§ Exercise
Output the lines below exactly, please, from the first line until the line with "filter:drop-shadow(2px 0 #b7b4ad)", counting both.

Start of Input material

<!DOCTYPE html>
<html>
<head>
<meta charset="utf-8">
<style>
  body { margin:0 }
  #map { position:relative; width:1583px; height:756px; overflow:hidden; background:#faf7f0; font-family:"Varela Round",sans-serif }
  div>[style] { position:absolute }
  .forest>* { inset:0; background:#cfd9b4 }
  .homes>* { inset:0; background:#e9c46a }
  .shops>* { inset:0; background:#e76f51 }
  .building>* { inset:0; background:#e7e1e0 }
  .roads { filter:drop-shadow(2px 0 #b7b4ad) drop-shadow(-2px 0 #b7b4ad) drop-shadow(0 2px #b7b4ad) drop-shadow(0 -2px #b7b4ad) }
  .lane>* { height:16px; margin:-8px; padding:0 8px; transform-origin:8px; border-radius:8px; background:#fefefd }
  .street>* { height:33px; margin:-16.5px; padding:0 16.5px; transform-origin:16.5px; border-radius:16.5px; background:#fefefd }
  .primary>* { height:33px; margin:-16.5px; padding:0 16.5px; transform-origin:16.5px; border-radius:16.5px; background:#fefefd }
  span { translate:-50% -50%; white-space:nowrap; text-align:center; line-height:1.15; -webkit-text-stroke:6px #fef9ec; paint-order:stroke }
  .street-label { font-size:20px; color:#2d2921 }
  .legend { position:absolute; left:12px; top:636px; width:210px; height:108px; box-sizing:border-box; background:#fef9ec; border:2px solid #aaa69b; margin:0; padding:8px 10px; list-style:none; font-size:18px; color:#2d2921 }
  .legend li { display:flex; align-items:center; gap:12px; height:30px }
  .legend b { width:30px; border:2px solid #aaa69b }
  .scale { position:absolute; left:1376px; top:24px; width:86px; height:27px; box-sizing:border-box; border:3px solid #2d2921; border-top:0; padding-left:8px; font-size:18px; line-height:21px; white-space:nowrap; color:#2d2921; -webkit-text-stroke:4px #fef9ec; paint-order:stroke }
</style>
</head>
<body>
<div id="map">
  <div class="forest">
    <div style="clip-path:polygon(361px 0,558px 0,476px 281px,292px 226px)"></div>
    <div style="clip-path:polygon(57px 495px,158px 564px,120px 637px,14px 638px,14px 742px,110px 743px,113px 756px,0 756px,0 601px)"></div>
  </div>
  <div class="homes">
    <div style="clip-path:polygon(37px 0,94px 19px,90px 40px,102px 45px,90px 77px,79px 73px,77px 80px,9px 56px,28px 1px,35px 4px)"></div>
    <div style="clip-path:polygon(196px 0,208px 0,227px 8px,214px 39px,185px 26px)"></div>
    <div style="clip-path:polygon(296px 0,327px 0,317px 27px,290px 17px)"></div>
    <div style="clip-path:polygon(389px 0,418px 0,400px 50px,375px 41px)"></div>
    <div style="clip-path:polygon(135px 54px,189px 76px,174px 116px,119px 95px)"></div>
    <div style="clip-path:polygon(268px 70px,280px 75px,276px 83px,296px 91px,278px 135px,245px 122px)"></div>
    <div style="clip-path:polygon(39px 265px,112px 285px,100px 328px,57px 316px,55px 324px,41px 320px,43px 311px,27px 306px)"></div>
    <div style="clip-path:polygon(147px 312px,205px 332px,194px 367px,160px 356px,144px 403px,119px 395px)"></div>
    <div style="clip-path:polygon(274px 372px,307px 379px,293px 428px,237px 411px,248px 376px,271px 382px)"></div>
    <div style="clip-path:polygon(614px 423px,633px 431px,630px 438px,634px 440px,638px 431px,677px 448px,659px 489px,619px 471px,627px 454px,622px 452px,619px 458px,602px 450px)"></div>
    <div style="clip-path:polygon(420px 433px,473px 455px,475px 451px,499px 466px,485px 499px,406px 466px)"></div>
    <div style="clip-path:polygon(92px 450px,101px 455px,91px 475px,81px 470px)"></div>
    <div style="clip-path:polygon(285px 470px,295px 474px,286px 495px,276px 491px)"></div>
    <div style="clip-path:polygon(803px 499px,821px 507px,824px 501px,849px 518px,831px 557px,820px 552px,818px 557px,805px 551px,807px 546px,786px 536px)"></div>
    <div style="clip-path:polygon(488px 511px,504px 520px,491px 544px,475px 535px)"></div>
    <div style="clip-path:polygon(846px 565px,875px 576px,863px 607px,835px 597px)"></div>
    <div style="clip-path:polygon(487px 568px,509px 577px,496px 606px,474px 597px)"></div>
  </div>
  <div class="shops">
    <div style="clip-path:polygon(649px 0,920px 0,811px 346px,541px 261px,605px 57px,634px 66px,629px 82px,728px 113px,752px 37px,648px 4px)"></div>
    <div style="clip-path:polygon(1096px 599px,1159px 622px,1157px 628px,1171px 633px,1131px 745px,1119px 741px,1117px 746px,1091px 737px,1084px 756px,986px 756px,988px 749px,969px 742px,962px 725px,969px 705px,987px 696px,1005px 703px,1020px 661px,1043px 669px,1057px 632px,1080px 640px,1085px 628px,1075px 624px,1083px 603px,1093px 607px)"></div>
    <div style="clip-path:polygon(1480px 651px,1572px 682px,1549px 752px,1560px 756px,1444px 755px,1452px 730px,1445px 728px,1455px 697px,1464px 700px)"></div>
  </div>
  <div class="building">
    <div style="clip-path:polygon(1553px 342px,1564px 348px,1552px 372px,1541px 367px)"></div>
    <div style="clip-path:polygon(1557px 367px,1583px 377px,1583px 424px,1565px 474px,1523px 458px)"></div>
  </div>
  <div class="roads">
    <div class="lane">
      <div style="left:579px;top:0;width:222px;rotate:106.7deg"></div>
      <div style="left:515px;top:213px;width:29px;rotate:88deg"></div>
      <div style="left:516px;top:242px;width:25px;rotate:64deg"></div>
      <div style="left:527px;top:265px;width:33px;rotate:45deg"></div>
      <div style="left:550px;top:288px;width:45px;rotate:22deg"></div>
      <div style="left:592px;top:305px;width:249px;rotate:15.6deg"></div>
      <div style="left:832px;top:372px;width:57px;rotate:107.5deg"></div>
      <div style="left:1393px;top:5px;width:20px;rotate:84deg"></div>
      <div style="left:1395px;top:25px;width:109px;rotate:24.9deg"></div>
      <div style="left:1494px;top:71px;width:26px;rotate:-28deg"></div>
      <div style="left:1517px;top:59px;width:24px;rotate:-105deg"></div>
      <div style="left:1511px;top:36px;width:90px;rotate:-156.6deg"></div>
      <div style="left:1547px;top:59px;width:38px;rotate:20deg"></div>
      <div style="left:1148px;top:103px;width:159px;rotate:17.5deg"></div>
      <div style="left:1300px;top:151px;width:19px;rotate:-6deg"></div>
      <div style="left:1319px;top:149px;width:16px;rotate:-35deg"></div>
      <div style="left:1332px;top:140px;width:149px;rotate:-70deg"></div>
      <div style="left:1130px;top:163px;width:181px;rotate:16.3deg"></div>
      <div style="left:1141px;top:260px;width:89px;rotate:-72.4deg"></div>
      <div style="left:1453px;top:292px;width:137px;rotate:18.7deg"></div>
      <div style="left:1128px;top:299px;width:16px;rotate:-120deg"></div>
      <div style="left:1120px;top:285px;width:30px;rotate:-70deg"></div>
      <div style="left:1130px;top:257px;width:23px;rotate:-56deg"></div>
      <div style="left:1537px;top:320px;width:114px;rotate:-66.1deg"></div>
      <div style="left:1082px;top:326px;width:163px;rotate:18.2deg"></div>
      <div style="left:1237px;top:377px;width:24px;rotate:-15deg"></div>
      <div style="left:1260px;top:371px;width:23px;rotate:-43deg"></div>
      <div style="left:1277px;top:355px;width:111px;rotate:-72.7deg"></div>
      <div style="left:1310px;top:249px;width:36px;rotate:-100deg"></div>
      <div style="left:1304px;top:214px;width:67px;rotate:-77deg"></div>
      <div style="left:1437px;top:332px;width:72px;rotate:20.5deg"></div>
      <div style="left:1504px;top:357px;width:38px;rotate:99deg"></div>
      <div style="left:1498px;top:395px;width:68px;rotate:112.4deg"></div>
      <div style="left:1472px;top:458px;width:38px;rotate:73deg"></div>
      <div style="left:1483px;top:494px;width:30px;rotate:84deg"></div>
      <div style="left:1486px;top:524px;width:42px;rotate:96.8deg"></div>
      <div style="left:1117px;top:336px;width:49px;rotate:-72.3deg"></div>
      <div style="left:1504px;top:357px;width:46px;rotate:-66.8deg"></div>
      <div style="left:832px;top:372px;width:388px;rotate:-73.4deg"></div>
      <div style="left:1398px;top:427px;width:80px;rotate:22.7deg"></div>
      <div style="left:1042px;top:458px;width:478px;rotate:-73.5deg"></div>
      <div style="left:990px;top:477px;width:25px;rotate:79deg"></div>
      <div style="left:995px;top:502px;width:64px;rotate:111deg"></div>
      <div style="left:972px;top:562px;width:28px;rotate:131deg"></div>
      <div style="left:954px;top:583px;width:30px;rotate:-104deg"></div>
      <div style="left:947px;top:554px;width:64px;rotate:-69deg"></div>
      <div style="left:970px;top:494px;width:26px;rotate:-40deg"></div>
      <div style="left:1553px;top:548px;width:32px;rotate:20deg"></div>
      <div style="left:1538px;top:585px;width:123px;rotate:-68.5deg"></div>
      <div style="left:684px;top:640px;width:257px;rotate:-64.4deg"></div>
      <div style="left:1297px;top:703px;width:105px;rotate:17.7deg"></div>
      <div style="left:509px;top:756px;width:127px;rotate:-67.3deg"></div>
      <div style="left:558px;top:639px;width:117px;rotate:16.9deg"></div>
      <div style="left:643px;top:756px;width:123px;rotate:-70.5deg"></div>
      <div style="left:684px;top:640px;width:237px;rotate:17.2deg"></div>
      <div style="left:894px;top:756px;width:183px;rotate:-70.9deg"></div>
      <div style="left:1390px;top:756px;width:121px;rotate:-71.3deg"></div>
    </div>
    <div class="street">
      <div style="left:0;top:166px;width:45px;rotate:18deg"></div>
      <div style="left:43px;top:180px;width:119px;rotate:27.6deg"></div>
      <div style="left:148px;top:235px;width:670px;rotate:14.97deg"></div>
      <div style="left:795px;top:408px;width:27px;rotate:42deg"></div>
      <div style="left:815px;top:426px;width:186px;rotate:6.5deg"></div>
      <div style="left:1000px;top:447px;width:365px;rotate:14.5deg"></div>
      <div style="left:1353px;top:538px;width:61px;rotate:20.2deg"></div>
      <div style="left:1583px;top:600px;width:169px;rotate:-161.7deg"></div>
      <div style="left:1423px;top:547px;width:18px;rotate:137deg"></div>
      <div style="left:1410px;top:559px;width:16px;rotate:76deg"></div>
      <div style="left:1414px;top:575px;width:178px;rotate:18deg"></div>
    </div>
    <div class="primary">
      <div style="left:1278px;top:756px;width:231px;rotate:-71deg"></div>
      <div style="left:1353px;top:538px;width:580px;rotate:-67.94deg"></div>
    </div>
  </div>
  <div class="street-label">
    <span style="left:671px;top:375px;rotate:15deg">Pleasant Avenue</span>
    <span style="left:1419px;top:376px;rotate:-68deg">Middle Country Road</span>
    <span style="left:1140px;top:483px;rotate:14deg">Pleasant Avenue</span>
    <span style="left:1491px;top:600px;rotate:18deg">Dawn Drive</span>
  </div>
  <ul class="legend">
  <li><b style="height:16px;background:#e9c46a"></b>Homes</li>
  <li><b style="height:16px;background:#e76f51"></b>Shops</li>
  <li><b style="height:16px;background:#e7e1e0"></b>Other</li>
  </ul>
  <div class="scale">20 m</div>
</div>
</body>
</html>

End of Input material

§ Solution
<!DOCTYPE html>
<html>
<head>
<meta charset="utf-8">
<style>
  body { margin:0 }
  #map { position:relative; width:1583px; height:756px; overflow:hidden; background:#faf7f0; font-family:"Varela Round",sans-serif }
  div>[style] { position:absolute }
  .forest>* { inset:0; background:#cfd9b4 }
  .homes>* { inset:0; background:#e9c46a }
  .shops>* { inset:0; background:#e76f51 }
  .building>* { inset:0; background:#e7e1e0 }
  .roads { filter:drop-shadow(2px 0 #b7b4ad) drop-shadow(-2px 0 #b7b4ad) drop-shadow(0 2px #b7b4ad) drop-shadow(0 -2px #b7b4ad) }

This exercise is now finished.